WHAT THE TASK REQUIRES:
Retype the data exactly, leaving nothing out.

[Stored data entries]
★ ★ ★ ★ ★

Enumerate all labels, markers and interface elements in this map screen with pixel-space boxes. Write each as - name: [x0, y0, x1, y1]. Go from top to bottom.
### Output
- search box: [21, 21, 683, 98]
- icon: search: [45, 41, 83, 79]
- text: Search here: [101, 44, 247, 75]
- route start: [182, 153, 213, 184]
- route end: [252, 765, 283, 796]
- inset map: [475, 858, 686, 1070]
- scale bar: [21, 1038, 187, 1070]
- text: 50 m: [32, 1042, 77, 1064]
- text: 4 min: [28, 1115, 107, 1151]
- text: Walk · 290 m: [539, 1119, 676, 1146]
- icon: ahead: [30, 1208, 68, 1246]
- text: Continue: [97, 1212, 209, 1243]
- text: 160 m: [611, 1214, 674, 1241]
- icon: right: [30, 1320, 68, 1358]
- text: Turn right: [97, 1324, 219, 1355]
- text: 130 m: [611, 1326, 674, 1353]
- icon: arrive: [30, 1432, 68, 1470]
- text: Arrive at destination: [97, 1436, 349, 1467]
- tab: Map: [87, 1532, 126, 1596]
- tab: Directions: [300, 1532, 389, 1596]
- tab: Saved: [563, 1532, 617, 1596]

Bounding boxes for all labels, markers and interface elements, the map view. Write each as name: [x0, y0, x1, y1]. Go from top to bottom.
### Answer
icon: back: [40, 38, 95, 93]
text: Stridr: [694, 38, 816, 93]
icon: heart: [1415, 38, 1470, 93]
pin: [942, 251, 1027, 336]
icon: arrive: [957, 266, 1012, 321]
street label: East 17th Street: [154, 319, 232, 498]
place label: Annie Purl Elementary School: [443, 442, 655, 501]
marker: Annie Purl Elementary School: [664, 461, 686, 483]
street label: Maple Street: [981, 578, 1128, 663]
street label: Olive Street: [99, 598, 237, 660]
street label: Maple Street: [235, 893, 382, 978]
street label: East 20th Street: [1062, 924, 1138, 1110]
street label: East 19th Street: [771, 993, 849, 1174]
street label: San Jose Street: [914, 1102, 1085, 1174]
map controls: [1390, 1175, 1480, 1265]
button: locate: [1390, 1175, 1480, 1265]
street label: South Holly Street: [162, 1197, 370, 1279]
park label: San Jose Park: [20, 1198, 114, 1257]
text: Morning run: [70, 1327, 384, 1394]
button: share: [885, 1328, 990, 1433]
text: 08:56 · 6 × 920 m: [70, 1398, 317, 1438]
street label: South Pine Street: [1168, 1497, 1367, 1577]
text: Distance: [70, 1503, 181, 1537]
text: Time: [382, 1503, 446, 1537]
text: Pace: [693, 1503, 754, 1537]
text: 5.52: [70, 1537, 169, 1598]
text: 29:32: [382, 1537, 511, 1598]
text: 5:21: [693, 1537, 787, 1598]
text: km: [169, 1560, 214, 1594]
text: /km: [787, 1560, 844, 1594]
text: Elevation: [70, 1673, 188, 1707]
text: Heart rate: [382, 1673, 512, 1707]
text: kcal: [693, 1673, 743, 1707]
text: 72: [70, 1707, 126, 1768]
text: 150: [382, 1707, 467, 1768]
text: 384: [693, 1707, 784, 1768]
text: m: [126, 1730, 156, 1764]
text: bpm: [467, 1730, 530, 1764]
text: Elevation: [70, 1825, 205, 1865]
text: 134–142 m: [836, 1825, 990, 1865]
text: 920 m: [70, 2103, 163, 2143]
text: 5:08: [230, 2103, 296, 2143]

★ ★ ★ ★ ★

ANSWER TO THE EXERCISE:
Enumerate all labels, markers and interface elements in this map screen with pixel-space boxes. Write each as - name: [x0, y0, x1, y1]. Go from top to bottom.
### Output
- search box: [21, 21, 683, 98]
- icon: search: [45, 41, 83, 79]
- text: Search here: [101, 44, 247, 75]
- route start: [182, 153, 213, 184]
- route end: [252, 765, 283, 796]
- inset map: [475, 858, 686, 1070]
- scale bar: [21, 1038, 187, 1070]
- text: 50 m: [32, 1042, 77, 1064]
- text: 4 min: [28, 1115, 107, 1151]
- text: Walk · 290 m: [539, 1119, 676, 1146]
- icon: ahead: [30, 1208, 68, 1246]
- text: Continue: [97, 1212, 209, 1243]
- text: 160 m: [611, 1214, 674, 1241]
- icon: right: [30, 1320, 68, 1358]
- text: Turn right: [97, 1324, 219, 1355]
- text: 130 m: [611, 1326, 674, 1353]
- icon: arrive: [30, 1432, 68, 1470]
- text: Arrive at destination: [97, 1436, 349, 1467]
- tab: Map: [87, 1532, 126, 1596]
- tab: Directions: [300, 1532, 389, 1596]
- tab: Saved: [563, 1532, 617, 1596]

Bounding boxes for all labels, markers and interface elements, the map view. Write each as name: [x0, y0, x1, y1]. Go from top to bottom.
### Answer
icon: back: [40, 38, 95, 93]
text: Stridr: [694, 38, 816, 93]
icon: heart: [1415, 38, 1470, 93]
pin: [942, 251, 1027, 336]
icon: arrive: [957, 266, 1012, 321]
street label: East 17th Street: [154, 319, 232, 498]
place label: Annie Purl Elementary School: [443, 442, 655, 501]
marker: Annie Purl Elementary School: [664, 461, 686, 483]
street label: Maple Street: [981, 578, 1128, 663]
street label: Olive Street: [99, 598, 237, 660]
street label: Maple Street: [235, 893, 382, 978]
street label: East 20th Street: [1062, 924, 1138, 1110]
street label: East 19th Street: [771, 993, 849, 1174]
street label: San Jose Street: [914, 1102, 1085, 1174]
map controls: [1390, 1175, 1480, 1265]
button: locate: [1390, 1175, 1480, 1265]
street label: South Holly Street: [162, 1197, 370, 1279]
park label: San Jose Park: [20, 1198, 114, 1257]
text: Morning run: [70, 1327, 384, 1394]
button: share: [885, 1328, 990, 1433]
text: 08:56 · 6 × 920 m: [70, 1398, 317, 1438]
street label: South Pine Street: [1168, 1497, 1367, 1577]
text: Distance: [70, 1503, 181, 1537]
text: Time: [382, 1503, 446, 1537]
text: Pace: [693, 1503, 754, 1537]
text: 5.52: [70, 1537, 169, 1598]
text: 29:32: [382, 1537, 511, 1598]
text: 5:21: [693, 1537, 787, 1598]
text: km: [169, 1560, 214, 1594]
text: /km: [787, 1560, 844, 1594]
text: Elevation: [70, 1673, 188, 1707]
text: Heart rate: [382, 1673, 512, 1707]
text: kcal: [693, 1673, 743, 1707]
text: 72: [70, 1707, 126, 1768]
text: 150: [382, 1707, 467, 1768]
text: 384: [693, 1707, 784, 1768]
text: m: [126, 1730, 156, 1764]
text: bpm: [467, 1730, 530, 1764]
text: Elevation: [70, 1825, 205, 1865]
text: 134–142 m: [836, 1825, 990, 1865]
text: 920 m: [70, 2103, 163, 2143]
text: 5:08: [230, 2103, 296, 2143]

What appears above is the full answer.